WHAT IS REQUIRED
When you reproduce these records, keep every word exactly and drop the images.

[Stored items]
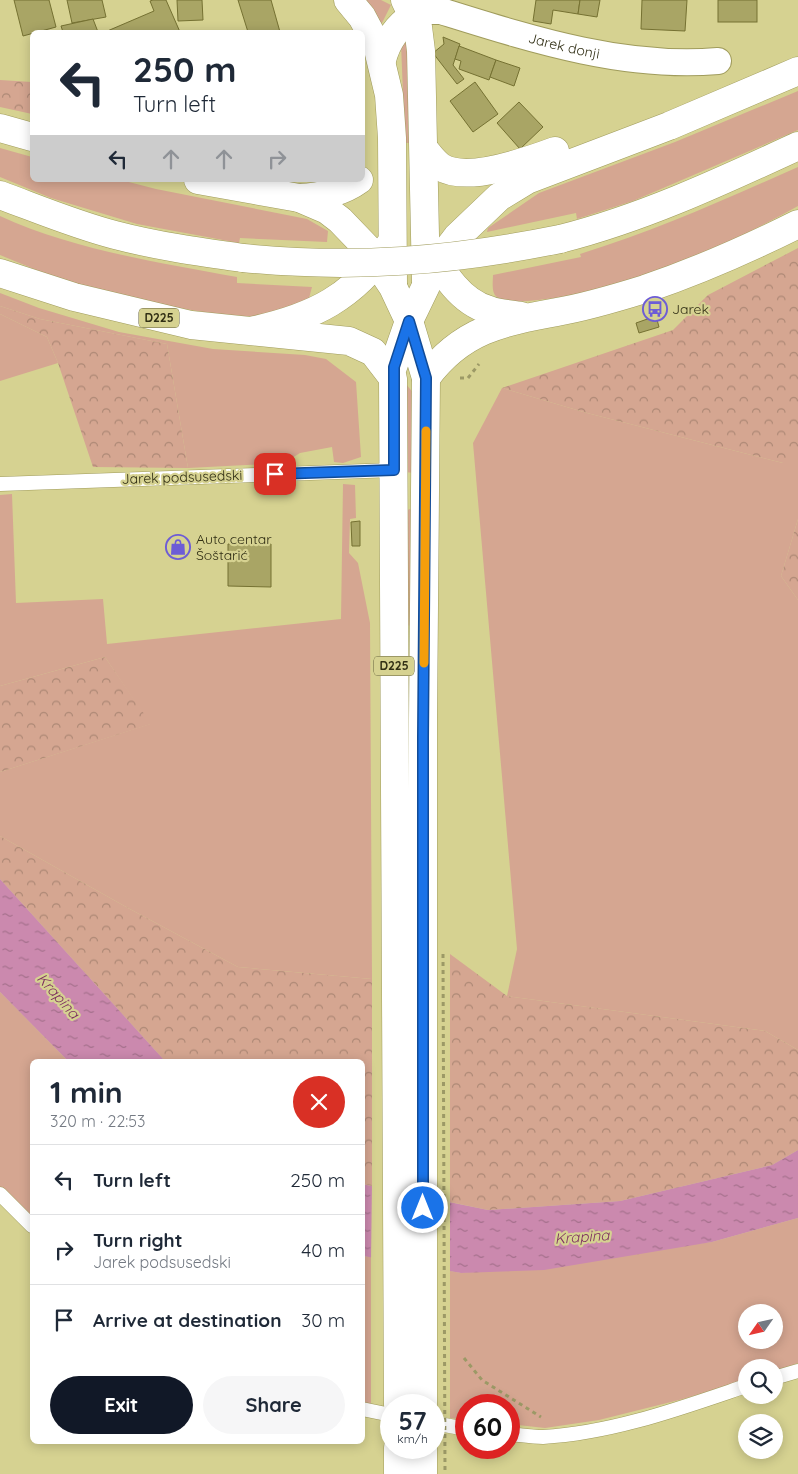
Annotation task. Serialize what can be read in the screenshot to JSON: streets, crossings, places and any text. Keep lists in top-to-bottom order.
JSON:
{
  "streets": {
    "main road": ["D225"],
    "street": ["Jarek donji"],
    "lane": ["Jarek podsusedski"]
  },
  "crossings": [
    ["D225", "Jarek podsusedski"]
  ],
  "water": ["Krapina"],
  "places": {
    "bus stop": ["Jarek"],
    "shop": ["Auto centar Šoštarić"]
  },
  "north": "bottom left",
  "page": {
    "turn": ["250 m", "Turn left"],
    "heading": ["1 min", "320 m · 22:53"],
    "list": [
      {
        "name": "Turn left",
        "value": "250 m"
      },
      {
        "name": "Turn right",
        "note": "Jarek podsusedski",
        "value": "40 m"
      },
      {
        "name": "Arrive at destination",
        "value": "30 m"
      }
    ],
    "buttons": ["Exit", "Share"],
    "speed": "57 km/h",
    "limit": "60"
  }
}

EXERCISE OUTPUT
Annotation task. Serialize what can be read in the screenshot to JSON: streets, crossings, places and any text. Keep lists in top-to-bottom order.
JSON:
{
  "streets": {
    "main road": ["D225"],
    "street": ["Jarek donji"],
    "lane": ["Jarek podsusedski"]
  },
  "crossings": [
    ["D225", "Jarek podsusedski"]
  ],
  "water": ["Krapina"],
  "places": {
    "bus stop": ["Jarek"],
    "shop": ["Auto centar Šoštarić"]
  },
  "north": "bottom left",
  "page": {
    "turn": ["250 m", "Turn left"],
    "heading": ["1 min", "320 m · 22:53"],
    "list": [
      {
        "name": "Turn left",
        "value": "250 m"
      },
      {
        "name": "Turn right",
        "note": "Jarek podsusedski",
        "value": "40 m"
      },
      {
        "name": "Arrive at destination",
        "value": "30 m"
      }
    ],
    "buttons": ["Exit", "Share"],
    "speed": "57 km/h",
    "limit": "60"
  }
}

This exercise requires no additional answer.